**Your task:**
Among the entries, which lines carry the string "building"? Copy each of them.

**Records provided:**
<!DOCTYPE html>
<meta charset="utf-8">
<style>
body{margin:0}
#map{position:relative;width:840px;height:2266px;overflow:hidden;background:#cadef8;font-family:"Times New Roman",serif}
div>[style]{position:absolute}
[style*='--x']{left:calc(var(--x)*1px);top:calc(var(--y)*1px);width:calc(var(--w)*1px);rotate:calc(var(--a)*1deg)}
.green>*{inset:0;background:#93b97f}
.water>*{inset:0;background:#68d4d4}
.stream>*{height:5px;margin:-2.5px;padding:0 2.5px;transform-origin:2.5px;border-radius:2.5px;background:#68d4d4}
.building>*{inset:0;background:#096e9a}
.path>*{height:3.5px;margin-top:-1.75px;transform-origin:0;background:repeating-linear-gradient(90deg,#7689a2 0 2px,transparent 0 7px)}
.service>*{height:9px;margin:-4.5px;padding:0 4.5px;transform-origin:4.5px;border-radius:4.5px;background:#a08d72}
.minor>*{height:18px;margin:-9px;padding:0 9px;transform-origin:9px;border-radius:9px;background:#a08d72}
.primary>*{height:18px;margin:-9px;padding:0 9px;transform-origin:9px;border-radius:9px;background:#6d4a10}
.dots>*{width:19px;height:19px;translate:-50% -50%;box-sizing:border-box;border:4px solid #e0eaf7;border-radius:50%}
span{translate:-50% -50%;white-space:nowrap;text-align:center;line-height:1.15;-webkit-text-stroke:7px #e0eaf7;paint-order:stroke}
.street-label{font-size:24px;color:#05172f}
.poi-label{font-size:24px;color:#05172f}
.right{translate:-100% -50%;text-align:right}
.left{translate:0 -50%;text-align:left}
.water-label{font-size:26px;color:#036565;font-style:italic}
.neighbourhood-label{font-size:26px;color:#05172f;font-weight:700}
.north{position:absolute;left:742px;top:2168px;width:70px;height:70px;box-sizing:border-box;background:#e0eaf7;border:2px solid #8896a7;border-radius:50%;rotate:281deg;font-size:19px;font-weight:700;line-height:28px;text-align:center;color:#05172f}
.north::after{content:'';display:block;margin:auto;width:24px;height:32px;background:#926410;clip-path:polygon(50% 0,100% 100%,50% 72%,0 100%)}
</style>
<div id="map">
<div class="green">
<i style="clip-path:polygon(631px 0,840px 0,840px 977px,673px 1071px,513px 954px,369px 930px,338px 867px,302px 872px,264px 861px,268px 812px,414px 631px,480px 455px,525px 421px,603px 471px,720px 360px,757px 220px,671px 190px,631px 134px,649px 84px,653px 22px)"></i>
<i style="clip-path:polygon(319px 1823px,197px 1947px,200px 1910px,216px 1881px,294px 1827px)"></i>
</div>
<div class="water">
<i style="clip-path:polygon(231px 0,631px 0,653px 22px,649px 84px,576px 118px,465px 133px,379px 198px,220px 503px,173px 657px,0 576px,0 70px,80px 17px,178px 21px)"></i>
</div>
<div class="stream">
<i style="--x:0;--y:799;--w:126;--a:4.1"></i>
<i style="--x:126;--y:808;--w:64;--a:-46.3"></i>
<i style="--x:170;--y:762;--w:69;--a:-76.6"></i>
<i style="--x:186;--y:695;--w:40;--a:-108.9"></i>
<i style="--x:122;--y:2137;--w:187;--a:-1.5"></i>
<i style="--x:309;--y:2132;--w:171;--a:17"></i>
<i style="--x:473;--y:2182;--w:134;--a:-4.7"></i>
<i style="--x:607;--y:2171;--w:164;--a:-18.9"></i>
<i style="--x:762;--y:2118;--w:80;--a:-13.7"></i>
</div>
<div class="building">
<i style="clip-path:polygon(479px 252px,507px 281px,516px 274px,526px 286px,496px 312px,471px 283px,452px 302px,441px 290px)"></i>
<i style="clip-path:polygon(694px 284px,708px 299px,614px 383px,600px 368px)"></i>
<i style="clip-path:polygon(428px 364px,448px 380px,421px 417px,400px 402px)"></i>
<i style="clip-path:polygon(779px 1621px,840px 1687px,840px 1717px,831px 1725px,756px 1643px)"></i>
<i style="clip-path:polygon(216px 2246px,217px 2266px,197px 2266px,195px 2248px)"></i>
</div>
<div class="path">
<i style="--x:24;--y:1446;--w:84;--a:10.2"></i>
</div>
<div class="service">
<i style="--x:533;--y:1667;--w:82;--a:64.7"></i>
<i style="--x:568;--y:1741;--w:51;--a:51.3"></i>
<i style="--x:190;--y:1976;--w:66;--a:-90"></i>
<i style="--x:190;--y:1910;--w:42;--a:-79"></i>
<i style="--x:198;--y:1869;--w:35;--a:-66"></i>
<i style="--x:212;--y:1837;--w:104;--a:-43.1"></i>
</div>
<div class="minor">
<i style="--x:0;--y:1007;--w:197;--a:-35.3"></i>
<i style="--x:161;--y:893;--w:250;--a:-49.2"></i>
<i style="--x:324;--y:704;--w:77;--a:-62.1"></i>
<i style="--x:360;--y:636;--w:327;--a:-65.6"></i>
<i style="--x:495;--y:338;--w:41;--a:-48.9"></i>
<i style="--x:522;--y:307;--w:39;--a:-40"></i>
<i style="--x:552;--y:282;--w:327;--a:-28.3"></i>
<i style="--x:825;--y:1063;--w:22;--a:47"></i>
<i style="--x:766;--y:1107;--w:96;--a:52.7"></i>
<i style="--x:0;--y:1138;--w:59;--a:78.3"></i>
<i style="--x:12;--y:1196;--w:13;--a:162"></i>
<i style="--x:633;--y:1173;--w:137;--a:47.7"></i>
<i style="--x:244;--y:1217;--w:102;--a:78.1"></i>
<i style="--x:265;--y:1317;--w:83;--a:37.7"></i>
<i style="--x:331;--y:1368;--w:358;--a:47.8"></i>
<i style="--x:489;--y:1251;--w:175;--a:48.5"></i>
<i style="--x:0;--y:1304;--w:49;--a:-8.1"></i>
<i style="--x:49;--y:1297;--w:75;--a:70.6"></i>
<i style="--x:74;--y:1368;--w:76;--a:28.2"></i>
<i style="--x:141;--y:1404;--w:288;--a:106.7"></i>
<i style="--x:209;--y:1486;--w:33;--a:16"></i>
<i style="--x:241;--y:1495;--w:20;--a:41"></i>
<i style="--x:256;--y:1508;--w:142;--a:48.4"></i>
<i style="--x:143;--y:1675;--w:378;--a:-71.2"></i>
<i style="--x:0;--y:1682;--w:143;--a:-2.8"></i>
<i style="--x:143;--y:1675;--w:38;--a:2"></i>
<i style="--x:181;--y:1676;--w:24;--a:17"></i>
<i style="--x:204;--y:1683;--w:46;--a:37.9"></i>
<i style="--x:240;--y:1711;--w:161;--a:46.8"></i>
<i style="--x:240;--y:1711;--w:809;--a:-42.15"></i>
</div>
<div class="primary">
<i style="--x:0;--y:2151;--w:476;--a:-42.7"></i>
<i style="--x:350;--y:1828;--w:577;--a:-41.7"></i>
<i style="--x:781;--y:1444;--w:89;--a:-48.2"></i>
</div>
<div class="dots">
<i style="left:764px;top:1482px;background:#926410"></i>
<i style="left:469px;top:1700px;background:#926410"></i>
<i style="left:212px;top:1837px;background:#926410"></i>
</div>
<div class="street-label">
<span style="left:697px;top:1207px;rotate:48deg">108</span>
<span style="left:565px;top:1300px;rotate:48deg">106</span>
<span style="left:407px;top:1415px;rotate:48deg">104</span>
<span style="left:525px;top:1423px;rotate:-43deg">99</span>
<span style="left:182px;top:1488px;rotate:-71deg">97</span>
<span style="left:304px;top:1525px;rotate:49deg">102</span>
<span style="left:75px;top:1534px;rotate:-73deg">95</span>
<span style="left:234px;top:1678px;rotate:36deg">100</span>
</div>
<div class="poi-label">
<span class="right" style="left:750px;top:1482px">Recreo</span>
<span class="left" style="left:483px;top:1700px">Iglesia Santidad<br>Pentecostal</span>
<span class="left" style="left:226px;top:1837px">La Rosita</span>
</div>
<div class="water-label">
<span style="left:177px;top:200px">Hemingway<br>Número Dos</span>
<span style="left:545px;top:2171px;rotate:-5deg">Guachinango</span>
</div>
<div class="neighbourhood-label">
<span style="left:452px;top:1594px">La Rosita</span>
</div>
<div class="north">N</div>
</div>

**Completed task:**
.building>*{inset:0;background:#096e9a}
<div class="building">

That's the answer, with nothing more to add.